Alguna vez, de pronto, me despierto: Un dolor me recorre tenazmente, un dolor que está siempre, agazapado, por saltar, desde adentro. Entonces tengo miedo. Entonces, me doy cuenta que estoy sola frente a mí, frente a Dios, frente a un espejo lleno de mis imágenes, de rostros polvorientos.
Estoy sola, pero siempre estoy sola: Es lo único cierto. El amor era un huésped, la soledad es siempre el compañero que permanece al lado, inconmovible. Lo único seguro, verdadero. Oigo mi corazón, vieja campana que dobla y que golpea, que rebota en las sienes y en la nuca y en la boca y los dedos. Es cierto, tengo miedo.
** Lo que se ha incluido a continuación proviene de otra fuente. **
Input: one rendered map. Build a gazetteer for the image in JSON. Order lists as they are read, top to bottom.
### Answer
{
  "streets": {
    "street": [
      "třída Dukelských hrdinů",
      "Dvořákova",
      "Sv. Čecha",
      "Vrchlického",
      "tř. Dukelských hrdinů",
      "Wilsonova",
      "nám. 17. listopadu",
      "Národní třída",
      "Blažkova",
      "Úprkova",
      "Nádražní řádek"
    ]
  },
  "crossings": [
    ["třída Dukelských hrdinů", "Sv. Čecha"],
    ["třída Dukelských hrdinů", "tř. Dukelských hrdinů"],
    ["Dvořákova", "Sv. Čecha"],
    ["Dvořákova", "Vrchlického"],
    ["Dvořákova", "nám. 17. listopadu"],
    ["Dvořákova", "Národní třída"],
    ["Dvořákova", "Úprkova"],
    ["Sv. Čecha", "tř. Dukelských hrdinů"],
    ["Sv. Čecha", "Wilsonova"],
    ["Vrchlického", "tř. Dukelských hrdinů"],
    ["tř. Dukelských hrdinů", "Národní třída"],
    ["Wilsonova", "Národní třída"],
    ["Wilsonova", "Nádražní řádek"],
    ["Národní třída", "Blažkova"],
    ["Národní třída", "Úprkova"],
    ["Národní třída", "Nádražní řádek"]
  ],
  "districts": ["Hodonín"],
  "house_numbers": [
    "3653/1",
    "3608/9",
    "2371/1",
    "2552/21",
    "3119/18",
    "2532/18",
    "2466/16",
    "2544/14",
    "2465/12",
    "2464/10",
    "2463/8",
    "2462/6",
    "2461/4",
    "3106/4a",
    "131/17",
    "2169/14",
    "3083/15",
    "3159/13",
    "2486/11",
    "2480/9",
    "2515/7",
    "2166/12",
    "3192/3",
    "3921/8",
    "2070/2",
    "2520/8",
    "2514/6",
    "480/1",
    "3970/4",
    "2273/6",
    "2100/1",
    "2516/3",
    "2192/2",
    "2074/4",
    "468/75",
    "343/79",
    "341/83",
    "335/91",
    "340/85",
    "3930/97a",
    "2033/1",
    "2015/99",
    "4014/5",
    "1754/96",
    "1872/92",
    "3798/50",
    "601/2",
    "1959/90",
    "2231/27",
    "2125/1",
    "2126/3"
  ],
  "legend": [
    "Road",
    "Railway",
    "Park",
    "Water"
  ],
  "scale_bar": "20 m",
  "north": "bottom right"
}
Miedo de no poder gritar, de pronto, de que ya sea demasiado tarde para un ruego. La costumbre ahoga las palabras y alarga el desencuentro. Ah, tantas cosas quedarán ocultas, perdidas, sin recuerdo, tantas palabras que no fueron dichas, tantos gestos.
Unos dirán: Yo sé, la he conocido, fue una ardiente rebelde, se desolló las manos y la vida por defender los que creyó más débiles. Otros dirán: Yo sé, la he conocido, era dura, malévola, avara de ternura, con la boca mostraba su desprecio. Alguien dirá: Y cómo sonreía... Qué importa lo que vendrá después del gran silencio. Claro que tengo miedo. Así, en la madrugada mientras algún dolor -un dolor, siempre- va hincando sus agujas en mi cuerpo, abro las manos en la sombra dulce para atrapar mi soledad, de nuevo, y me quedo a su lado, sin moverme, con los ojos abiertos la vida detenida. Toda mi sangre es un temor inmenso.